At its western end, the Rue du Rhône feeds into hectic Place Bel-Air, sliced across by tramlines and bus-wires. The Pont de l’Île spans the river here across an island, which boasts the diminutive Tour de l’Île, last remaining tower of a thirteenth-century château. Grandiose Rue de la Corraterie heads south to yet more grandiose Place Neuve, dominated by the high retaining wall of the Old Town and a host of Neoclassical temples. The street joins the square beside the Musée Rath, Geneva’s first art museum, opened in 1826, and still holding a changing series of world-class art shows (Tues & Thurs–Sun 10am–5pm, Wed noon–9pm; admission varies). Adjacent is the Grand-Théâtre, Geneva’s opera house and principal theatre stage, which only just clung onto its facade after the devastating fire of 1951, when a rehearsal of the last act of Wagner’s Walkyrie, in which Brunhilde is encircled by flames, got out of hand. Further round the square is the equally ornate Conservatoire de Musique.

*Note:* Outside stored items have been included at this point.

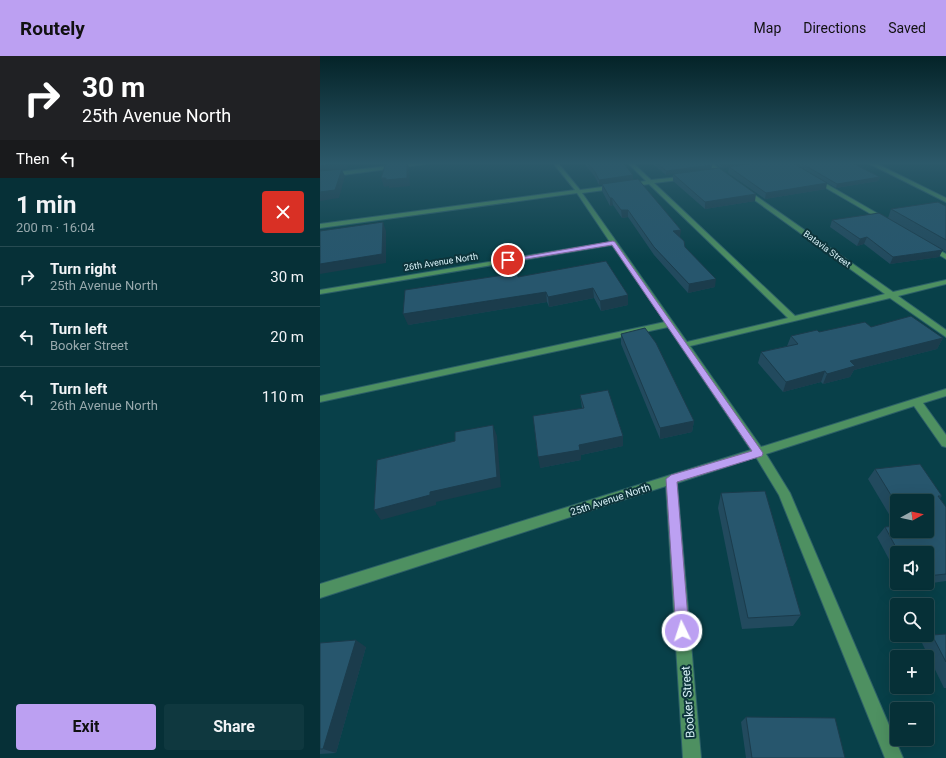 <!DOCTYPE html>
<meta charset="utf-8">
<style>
:root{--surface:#063037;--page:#0f383f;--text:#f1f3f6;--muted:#98a9ad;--line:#274b52;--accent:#bca0f2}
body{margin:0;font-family:Roboto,sans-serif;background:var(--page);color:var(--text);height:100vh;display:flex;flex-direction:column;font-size:15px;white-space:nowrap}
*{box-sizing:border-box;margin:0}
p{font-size:13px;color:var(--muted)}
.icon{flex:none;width:22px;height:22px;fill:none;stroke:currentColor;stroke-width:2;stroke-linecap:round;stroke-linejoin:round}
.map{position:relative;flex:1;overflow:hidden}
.details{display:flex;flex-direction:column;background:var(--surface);width:320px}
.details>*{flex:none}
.banner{background:#202124;color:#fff;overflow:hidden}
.needle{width:26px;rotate:82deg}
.controls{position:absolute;left:570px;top:438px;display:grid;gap:8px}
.controls a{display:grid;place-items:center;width:44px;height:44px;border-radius:4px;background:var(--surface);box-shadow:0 4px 16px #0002,0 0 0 1px var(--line);font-size:20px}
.pin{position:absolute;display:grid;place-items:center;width:34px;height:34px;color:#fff;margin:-17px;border:2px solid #fff;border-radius:50%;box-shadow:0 1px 4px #0007}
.me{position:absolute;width:44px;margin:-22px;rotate:356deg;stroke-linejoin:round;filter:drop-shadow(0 0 3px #0008)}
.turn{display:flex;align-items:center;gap:14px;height:84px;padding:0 16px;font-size:18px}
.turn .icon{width:52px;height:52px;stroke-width:2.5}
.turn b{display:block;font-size:28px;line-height:34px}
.then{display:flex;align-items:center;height:38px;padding:0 16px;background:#0003;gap:8px;font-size:15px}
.round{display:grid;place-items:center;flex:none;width:42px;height:42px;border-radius:4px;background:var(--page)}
.headline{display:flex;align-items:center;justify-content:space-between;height:68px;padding:0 16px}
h1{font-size:24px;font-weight:700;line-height:30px}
.button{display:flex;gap:8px;margin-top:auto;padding:8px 16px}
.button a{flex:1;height:46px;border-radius:4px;background:var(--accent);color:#111;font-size:16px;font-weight:700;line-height:46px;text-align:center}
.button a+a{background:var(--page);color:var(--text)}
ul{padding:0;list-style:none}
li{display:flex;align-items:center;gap:12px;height:60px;padding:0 16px;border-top:1px solid var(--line)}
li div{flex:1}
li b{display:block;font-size:15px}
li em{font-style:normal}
header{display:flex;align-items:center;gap:24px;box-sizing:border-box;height:56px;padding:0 20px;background:var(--accent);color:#111}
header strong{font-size:19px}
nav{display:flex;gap:22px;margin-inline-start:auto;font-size:14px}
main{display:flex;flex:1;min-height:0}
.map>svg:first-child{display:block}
</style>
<header>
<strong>Routely</strong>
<nav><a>Map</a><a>Directions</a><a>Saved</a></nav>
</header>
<main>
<section class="details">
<div class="banner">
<div class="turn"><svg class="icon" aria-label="right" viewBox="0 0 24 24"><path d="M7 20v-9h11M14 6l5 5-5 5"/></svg><div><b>30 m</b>25th Avenue North</div></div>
<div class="then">Then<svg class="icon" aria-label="left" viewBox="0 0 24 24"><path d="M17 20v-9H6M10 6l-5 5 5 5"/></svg></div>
</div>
<div class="headline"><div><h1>1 min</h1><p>200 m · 16:04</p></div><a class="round" style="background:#d93025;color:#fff"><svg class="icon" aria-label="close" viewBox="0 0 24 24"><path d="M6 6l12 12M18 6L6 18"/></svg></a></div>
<ul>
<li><svg class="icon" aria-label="right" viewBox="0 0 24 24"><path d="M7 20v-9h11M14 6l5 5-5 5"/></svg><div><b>Turn right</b><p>25th Avenue North</p></div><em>30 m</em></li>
<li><svg class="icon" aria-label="left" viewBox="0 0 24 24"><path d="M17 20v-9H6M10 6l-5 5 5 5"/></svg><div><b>Turn left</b><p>Booker Street</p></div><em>20 m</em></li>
<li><svg class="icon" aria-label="left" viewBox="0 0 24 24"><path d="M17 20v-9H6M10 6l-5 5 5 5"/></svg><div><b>Turn left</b><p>26th Avenue North</p></div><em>110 m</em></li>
</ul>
<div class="button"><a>Exit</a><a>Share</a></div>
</section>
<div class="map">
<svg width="626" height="702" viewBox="0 0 626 702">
<rect width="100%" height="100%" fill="#084049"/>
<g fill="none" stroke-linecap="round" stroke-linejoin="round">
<defs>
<path id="minor" d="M94 107H112L0 122V118Z
M233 107H238L260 134 326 125 308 107H313L331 124 368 120 366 123 334 127 475 260 565 238 422 135V133H426L573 236 626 224V228L578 240 626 274V281L570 242 370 290 441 391 626 333V340L603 347 626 379V391L622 390 594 350 446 398 470 437 583 702H565L459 439 436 401 357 427 381 702H363L346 430 0 542V528L431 394 348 271 0 346V340L345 266 292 189 0 238V234L290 186 257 137 0 172V168L255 134ZM329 128 468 262 367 286 262 137Z
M386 107H392L408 120 403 121Z
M548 107H555L626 142V146Z
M496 122 567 163 568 164 563 165 494 125V123Z
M610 189 626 198V203L608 192 607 191Z"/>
</defs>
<use href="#minor" stroke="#2d6068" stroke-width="2"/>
<use href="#minor" fill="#4e9061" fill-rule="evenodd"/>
</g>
<path fill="#224a5e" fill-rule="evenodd" d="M264 107H303L313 123 360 182 365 191 395 231 368 237 334 199 308 161 302 162 293 149 290 150 282 135V128L279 129 275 121Z
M332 107H390L392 109 391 113 435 145 385 153 353 125V118L346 119Z
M395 107H473L506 133 445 143 408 117 409 111 401 112Z
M473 107H532L560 121 558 125 516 132Z
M626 150V196L622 194 619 201 570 208 544 188 537 190 510 171 512 164 568 162 571 153Z
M286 205 308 239V249L281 255 274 242 229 251 227 246 88 269 198 221Z
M551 271 623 282 617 293 534 314 530 321 503 328 501 326 463 336 438 307 441 296 467 290 471 280 499 276Z
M301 278 374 365 372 376 340 383 301 288Z
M260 339 303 380V390L261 399V404L220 412 262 352Z
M555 413 622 440 620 442 626 451V525L584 531 582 527H607V497H577V518L557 481 565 471 576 470 548 423ZM577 445 607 475H577Z
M401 437 481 559 473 570 422 573 398 452Z
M626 578V632H624L602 587 612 579Z
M0 587 46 591 16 697 0 698Z
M426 661 525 702H426L421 666Z"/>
<path fill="#1b3c4c" d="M15 107H29L27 113 22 114 25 120 19 142 0 145V110Z
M87 107H88L89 112 90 130 69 132V130L64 131 61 122Z
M408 107H434L401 112 402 108Z
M392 109 391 113 346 119V115Z
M313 119V124L279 129V124Z
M560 121 558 125 516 132 517 128Z
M507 127 506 133 445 143 446 137Z
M436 138 435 145 385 153V146Z
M290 142H292L293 149 290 150Z
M301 154H308V161L302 162Z
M63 166 66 175V207L0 218V208Z
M361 174 360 182 353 175Z
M547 181 544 188 537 190 540 183Z
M623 194 619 201 570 208 573 201Z
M396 223 395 231 368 237 369 228Z
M273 232 274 242 229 251 228 241Z
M226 236 227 246 88 269 83 258Z
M308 239V249L281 255 280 245Z
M623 282 617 293 534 314 530 321 503 328 507 318 530 305Z
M505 315 501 326 463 336 466 326Z
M374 365 372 376 340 383V372Z
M173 369 177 380 181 431 116 446V449L61 464 54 454 110 436Z
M303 380V390L261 399V404L220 412 218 401 259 389Z
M36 584 46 591 16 697 3 693Z"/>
<path fill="#27566d" stroke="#1b3c4c" d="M0 107H15L0 110Z
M66 107H87V122L66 124V122H61Z
M268 107H303L313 119 279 124 275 116Z
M337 107H390L392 109 346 115Z
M433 107H473L507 127 446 137 409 111Z
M481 107H532L560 121 517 128Z
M399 112 436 138 385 146 353 118Z
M22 113 15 134 0 136V115Z
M318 123 361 174 353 175 364 185 365 191 396 223 369 228 334 191 308 154H301L292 142H290L282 128Z
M618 146 626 150V184L571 153Z
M559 157 623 194 573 201 547 181 540 183 512 164Z
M63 166 62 198 0 208V175Z
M286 205 308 239 280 245 273 232 228 241 226 236 83 258 85 234 197 217 198 221Z
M591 260 623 282 530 305 535 310 507 318 505 315 466 326 441 296 478 288 471 280 497 274 499 276 545 266 551 271Z
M325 272 336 287 374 365 340 372 301 278Z
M288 334 303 380 259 389 260 394 218 401 213 360 264 352 260 339Z
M173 369 177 421 110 436V439L54 454 57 404 135 385V376Z
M600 408 622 440H618L626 451V518L607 520V497H579L565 471 577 470V475H607V445H577V449L555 413Z
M445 435 481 559 428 562 401 437Z
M626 578V606L612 579Z
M36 584 3 693H0V587Z
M426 661 515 662 525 702H432Z"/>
<linearGradient id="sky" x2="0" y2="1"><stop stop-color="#042328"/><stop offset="0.52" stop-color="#2c596a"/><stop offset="1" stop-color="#2c596a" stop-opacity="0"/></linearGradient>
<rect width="626" height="206" fill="url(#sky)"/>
<path fill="#bca0f2" stroke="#7a689d" d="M293 185 295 186 443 397 442 400 357 426 369 575 367 580 362 582 358 580 356 575 346 423 351 419 432 395 292 189 188 206 185 204Z"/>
<g text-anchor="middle" stroke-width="4" stroke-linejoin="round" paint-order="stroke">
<g font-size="9" fill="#d8f1f7" stroke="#0d343b">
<text transform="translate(507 193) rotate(36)" y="3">Batavia Street</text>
<text transform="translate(121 206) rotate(-9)" y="3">26th Avenue North</text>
</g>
<g font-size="10" fill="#d8f1f7" stroke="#0d343b">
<text transform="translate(290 443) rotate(-18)" y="4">25th Avenue North</text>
</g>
<g font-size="12" fill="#d8f1f7" stroke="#0d343b">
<text transform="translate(368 646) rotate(-94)" y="4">Booker Street</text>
</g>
</g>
</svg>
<div class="controls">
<a><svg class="needle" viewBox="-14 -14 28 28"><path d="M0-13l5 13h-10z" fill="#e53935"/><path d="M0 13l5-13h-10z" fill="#98a9ad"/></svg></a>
<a><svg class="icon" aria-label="sound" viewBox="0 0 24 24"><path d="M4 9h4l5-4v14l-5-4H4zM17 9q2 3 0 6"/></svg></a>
<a><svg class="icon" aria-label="search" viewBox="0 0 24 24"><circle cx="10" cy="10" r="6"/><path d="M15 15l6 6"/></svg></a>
<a>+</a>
<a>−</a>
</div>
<div class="pin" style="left:188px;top:204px;background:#d93025"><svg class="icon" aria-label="arrive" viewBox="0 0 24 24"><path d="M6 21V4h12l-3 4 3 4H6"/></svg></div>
<svg class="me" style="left:362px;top:575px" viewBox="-20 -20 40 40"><circle r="17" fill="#bca0f2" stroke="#fff" stroke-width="3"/><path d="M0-11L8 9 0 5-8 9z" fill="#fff"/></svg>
</div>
</main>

Heading south from Place Neuve through the enormous gates brings you into the Parc des Bastions, a tranquil patch of green below the Old Town ramparts that’s much beloved of students (the university buildings are all around) and oldtimers playing giant chess. At the east edge of the park, in a dramatic location propping up the Old Town, is the gigantic Mur de la Réformation, a 100m-long wall erected in 1917 and dominated by forbidding, 5m-high statues of the four major Genevan reformers: Guillaume Farel, first to preach the Reformation in Geneva; Jean Calvin, leader of the Reform movement and spiritual father of the city; Théodore de Bèze, successor to Calvin; and John Knox, friend of Calvin and founder of Scottish Presbyterianism. Behind runs the motto of the city and the Reformation, Post Tenebras Lux (“After the Darkness, Light”). Various figures and bas-reliefs show scenes from Protestant history: just to the right of the main statues is Roger Williams, a Calvinist Puritan who sailed on the Mayflower and founded the city of Providence, Rhode Island. The English Parliament’s 1689 Bill of Rights – which established a constitutional monarchy under the Protestant king William of Orange, and barred Catholics from the throne – is also depicted, but Luther and Zwingli, whom Calvin came to disagree with, are relegated to blocks carved with their surnames flanking the wall.